A mom with her daughter, “hooked” since the age of 16
Among the stories is a mother whose addiction spiraled out of control after she was given meds for a painful C-section; a young man saved from an overdose, only to succumb to another one later that day; and a young woman who got hooked at the age of sixteen and is still desperately trying to kick the habit … over and over again.
The idea for the film started with a question posed by Sheila Nevins, President of HBO Documentary Films, who asked, “Why are so many young Americans losing their lives to drug overdoses?” Peltz and producer Sascha Weiss soon found out that opioids were to blame; and it wasn’t only the young who were dying. While there is an-going myth that the issue is about “young people abusing drugs”, the truth is that overdoses affect young, old, rich and poor alike. Drug use and abuse does not discriminate. Worse yet, the path to addiction often starts with legally prescribed painkillers, like OxyContin, Vicodin and Percoset, dispensed by doctors with good intentions. As was repeated several times during the film, and keeps echoing in my head, “I trusted the doctor”.
The documentary lays a lot of the blame squarely on the shoulders of big Pharma; and Purdue Pharma in particular, which launched an aggressive campaign in 1996 to promote the use of opioid pain meds, and whose doctors claimed, “Opioids can and should be used long term … less than 1% of users become addicted.” Twenty years later, that “fact” proved to be a lie; and Purdue was made to pay one of the largest pharmaceutical settlements in U.S. history.

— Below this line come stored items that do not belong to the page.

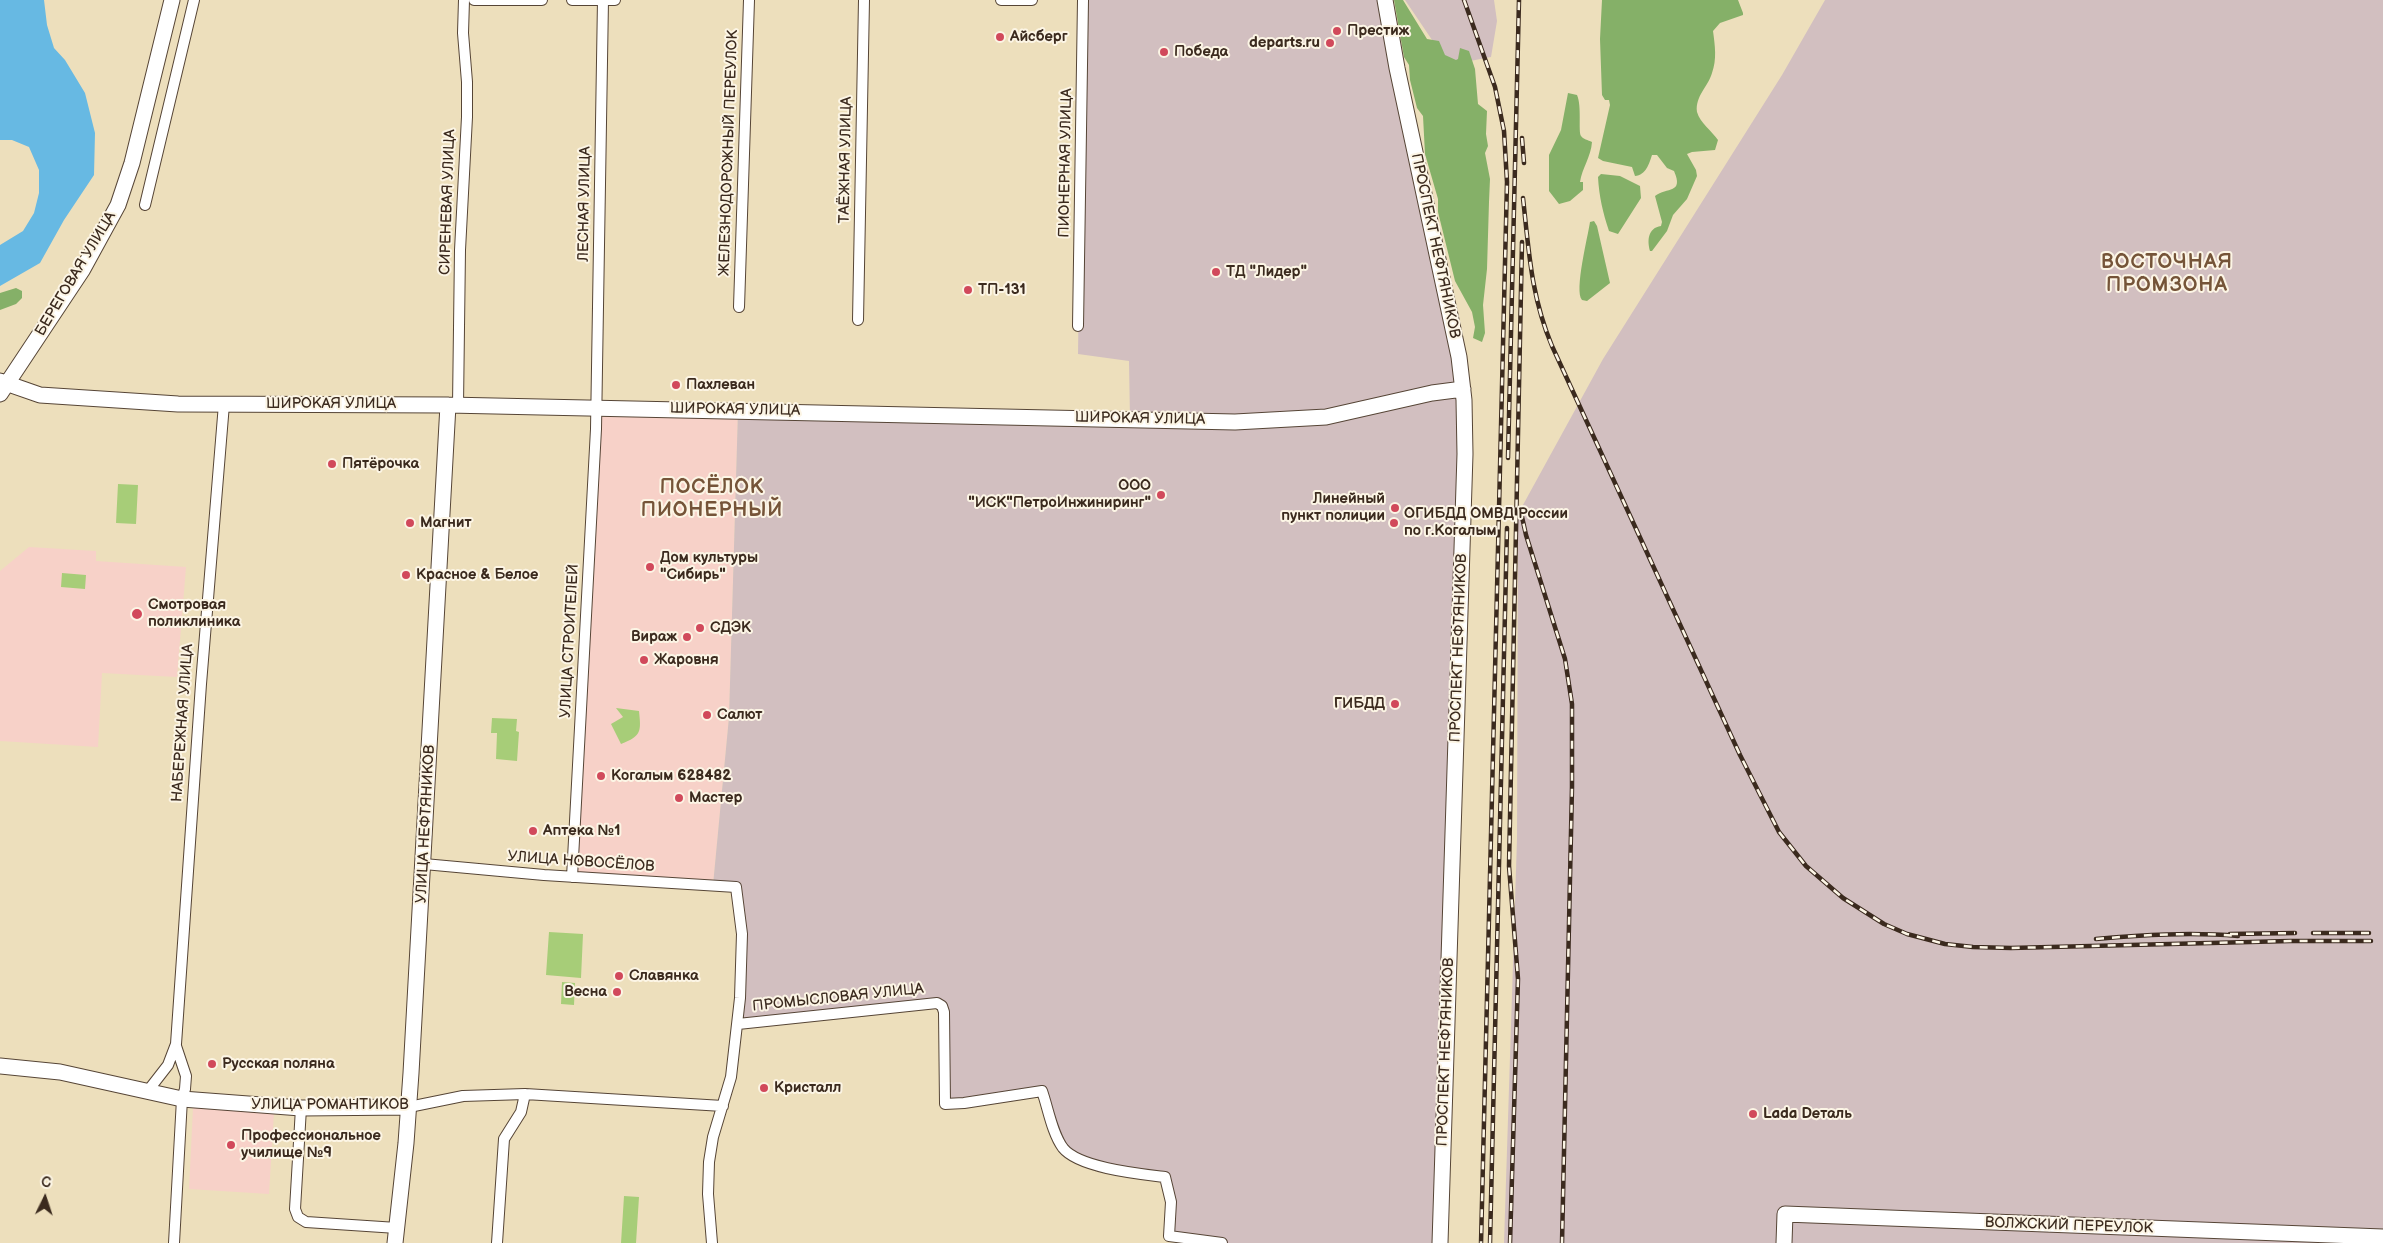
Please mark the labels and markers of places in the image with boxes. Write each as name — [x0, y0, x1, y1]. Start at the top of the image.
place label: Престиж — [1347, 22, 1409, 40]
marker: Престиж — [1331, 25, 1343, 37]
place label: Айсберг — [1010, 28, 1068, 46]
marker: Айсберг — [994, 31, 1006, 43]
place label: departs.ru — [1249, 34, 1320, 52]
marker: departs.ru — [1324, 37, 1336, 49]
place label: Победа — [1174, 43, 1228, 61]
marker: Победа — [1158, 46, 1170, 58]
place label: ТД "Лидер" — [1226, 263, 1307, 281]
marker: ТД "Лидер" — [1210, 266, 1222, 278]
place label: ТП-131 — [978, 281, 1026, 299]
marker: ТП-131 — [962, 284, 974, 296]
place label: Пахлеван — [686, 376, 755, 394]
marker: Пахлеван — [670, 379, 682, 391]
place label: Пятёрочка — [342, 455, 419, 473]
marker: Пятёрочка — [326, 458, 338, 470]
place label: ООО "ИСК"ПетроИнжиниринг" — [968, 477, 1151, 512]
marker: ООО "ИСК"ПетроИнжиниринг" — [1155, 489, 1167, 501]
place label: Линейный пункт полиции — [1281, 490, 1385, 525]
marker: Линейный пункт полиции — [1389, 502, 1401, 514]
place label: ОГИБДД ОМВД России по г.Когалым — [1404, 505, 1568, 540]
place label: Магнит — [420, 514, 472, 532]
marker: Магнит — [404, 517, 416, 529]
marker: ОГИБДД ОМВД России по г.Когалым — [1388, 517, 1400, 529]
place label: Дом культуры "Сибирь" — [660, 549, 758, 584]
marker: Дом культуры "Сибирь" — [644, 561, 656, 573]
place label: Красное & Белое — [416, 566, 538, 584]
marker: Красное & Белое — [400, 569, 412, 581]
place label: Смотровая поликлиника — [148, 596, 241, 631]
marker: Смотровая поликлиника — [130, 607, 144, 621]
place label: СДЭК — [710, 619, 751, 637]
marker: СДЭК — [694, 622, 706, 634]
place label: Вираж — [631, 628, 677, 646]
marker: Вираж — [681, 631, 693, 643]
place label: Жаровня — [654, 651, 719, 669]
marker: Жаровня — [638, 654, 650, 666]
place label: ГИБДД — [1334, 695, 1385, 713]
marker: ГИБДД — [1389, 698, 1401, 710]
place label: Салют — [717, 706, 762, 724]
marker: Салют — [701, 709, 713, 721]
place label: Когалым 628482 — [611, 767, 731, 785]
marker: Когалым 628482 — [595, 770, 607, 782]
place label: Мастер — [689, 789, 742, 807]
marker: Мастер — [673, 792, 685, 804]
place label: Аптека №1 — [543, 822, 620, 840]
marker: Аптека №1 — [527, 825, 539, 837]
place label: Славянка — [629, 967, 699, 985]
marker: Славянка — [613, 970, 625, 982]
place label: Весна — [564, 983, 607, 1001]
marker: Весна — [611, 986, 623, 998]
place label: Русская поляна — [222, 1055, 335, 1073]
marker: Русская поляна — [206, 1058, 218, 1070]
place label: Кристалл — [774, 1079, 841, 1097]
marker: Кристалл — [758, 1082, 770, 1094]
place label: Lada Dеталь — [1763, 1105, 1852, 1123]
marker: Lada Dеталь — [1747, 1108, 1759, 1120]
place label: Профессиональное училище №9 — [241, 1127, 381, 1162]
marker: Профессиональное училище №9 — [225, 1139, 237, 1151]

Yet opioids remain a multi-billion dollar industry with more than 250 million prescriptions written every year. But the bigger message that Peltz hopes to spread is that addiction is a brain disease; it is not a moral failing. There is help out there, and people can recover.
The film will have its World Premiere at the Tribeca Film Festival and its National Television debut on HBO on May 1, 2017 at 10 p.m. A companion website on HBO will offer information on recovery options, including medication-assisted treatment, and on where viewers can find help in their communities.